肉牛の繁殖農家さんや一貫生産農家さんは日本の「循環産業」を担っています。

循環産業とは、本来なら捨てられるものを資源として再生し、持続可能な社会実現に寄与する産業のことです。

肉牛の飼育を通じた資源の循環とは

①牛舎から出した排泄物が堆肥舎で完熟堆肥になる
    ↓
②畑へ還元した堆肥が牧草を育てる
    ↓
③牧草が牛の餌になる
    ↓
④牧草を食べた牛が排泄物を出す
    ↓
⑤牛舎から出した排泄物が堆肥舎で完熟堆肥になる
    ↓
(以降、②③④と循環していく)


このように肉牛生産に必要な資源は循環していきます。この肉牛生産ならではのエコシステムは地球環境の整備に役立ってます。

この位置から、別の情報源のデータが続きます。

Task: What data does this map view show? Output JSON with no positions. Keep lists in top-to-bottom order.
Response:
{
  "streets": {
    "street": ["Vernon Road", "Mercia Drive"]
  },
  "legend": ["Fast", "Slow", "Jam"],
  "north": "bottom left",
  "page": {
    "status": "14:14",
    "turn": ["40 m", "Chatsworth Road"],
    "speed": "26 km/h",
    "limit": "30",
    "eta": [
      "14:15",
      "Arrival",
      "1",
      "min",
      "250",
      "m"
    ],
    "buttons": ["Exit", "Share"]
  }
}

話は少しそれますが、バングラデシュの伝統的有畜産システムなどもこのような循環産業としてのサイクルが出来ています。しかし多くの先進国では肉牛の排泄物の多くは循環せず、逆に廃棄物汚染問題となっています。

生産頭数と環境が調和出来ていないばかりか、生産性を最優先し、自然が循環していく流れをつくる視点が欠けているからです。

話を戻して、繁殖農家さんや一貫生産農家さんの堆肥は有機農業や家庭菜園をしている人、さらには植木屋さんなどに提供されることもあります。日本の肉牛生産の仕事はいろいろな人の業務や趣味にも貢献しています。

これも一つの循環と言えます。こうした循環が成立する以上、肉牛生産者さんは単に牛に餌を与えて育てるだけの方々ではありません。牧草や排泄物、堆肥を社会全体で循環させ、私たちの暮らしを支えてくれる未来型の産業を担っている方々なのです。



環境省も「循環型社会」を創造するべく、生産、消費、使用、廃棄、処理などの工程を見直し、リデュース、リユース、リサイクルといった活動を推進しています。

先にふれましたが、今や環境の持続可能性は世界各国が取り組む課題です。その中で、肉牛生産を含む日本の農業がどのような役割を担っているのか。 環境資源を取り扱うという産業は、高い価値のある産業だと私は感じます。循環産業としての日本の肉牛生産者さんは、ある意味これからの社会を創造しているのです。


肉質だけではなく自然が循環していく流れそのものにも価値を見出す。それをもっと広く知っていただく工夫をする。それも世界に冠たる黒毛和牛の販売をさせていただいている私たちの役割の1つです。